> _Problem description_
Return every line of the data below exactly, but do not include the images.

> _Collection entries_
^^^^^^^^^^^^^^^^

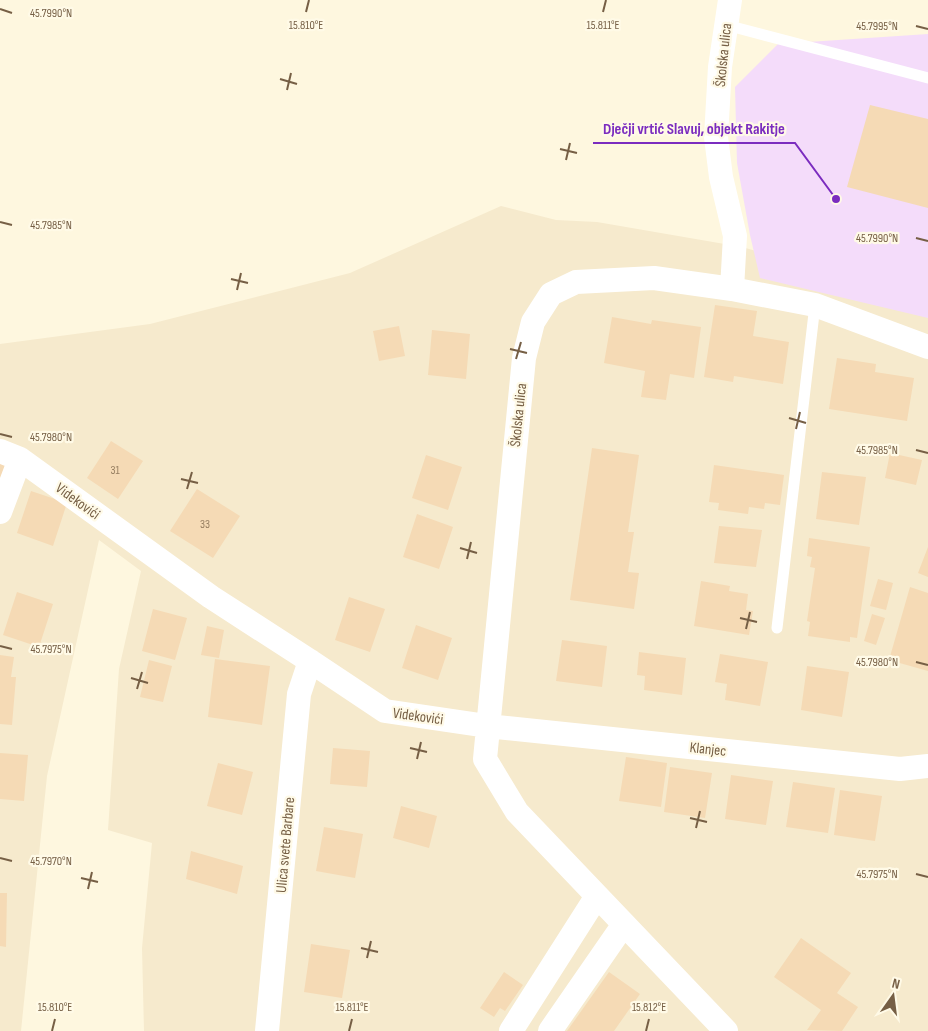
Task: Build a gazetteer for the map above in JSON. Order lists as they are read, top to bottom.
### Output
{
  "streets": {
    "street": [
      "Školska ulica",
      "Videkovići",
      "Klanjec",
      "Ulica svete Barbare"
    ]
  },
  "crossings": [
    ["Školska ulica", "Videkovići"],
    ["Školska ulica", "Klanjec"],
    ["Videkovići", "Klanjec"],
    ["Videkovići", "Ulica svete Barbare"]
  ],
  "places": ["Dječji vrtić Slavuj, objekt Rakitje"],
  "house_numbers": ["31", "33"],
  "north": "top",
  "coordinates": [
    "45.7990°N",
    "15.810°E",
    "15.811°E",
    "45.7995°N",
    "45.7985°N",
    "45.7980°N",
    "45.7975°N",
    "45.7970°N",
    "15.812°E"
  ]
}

^^^^^^^^^^^^^^^^

> _Written reply_
Task: Build a gazetteer for the map above in JSON. Order lists as they are read, top to bottom.
### Output
{
  "streets": {
    "street": [
      "Školska ulica",
      "Videkovići",
      "Klanjec",
      "Ulica svete Barbare"
    ]
  },
  "crossings": [
    ["Školska ulica", "Videkovići"],
    ["Školska ulica", "Klanjec"],
    ["Videkovići", "Klanjec"],
    ["Videkovići", "Ulica svete Barbare"]
  ],
  "places": ["Dječji vrtić Slavuj, objekt Rakitje"],
  "house_numbers": ["31", "33"],
  "north": "top",
  "coordinates": [
    "45.7990°N",
    "15.810°E",
    "15.811°E",
    "45.7995°N",
    "45.7985°N",
    "45.7980°N",
    "45.7975°N",
    "45.7970°N",
    "15.812°E"
  ]
}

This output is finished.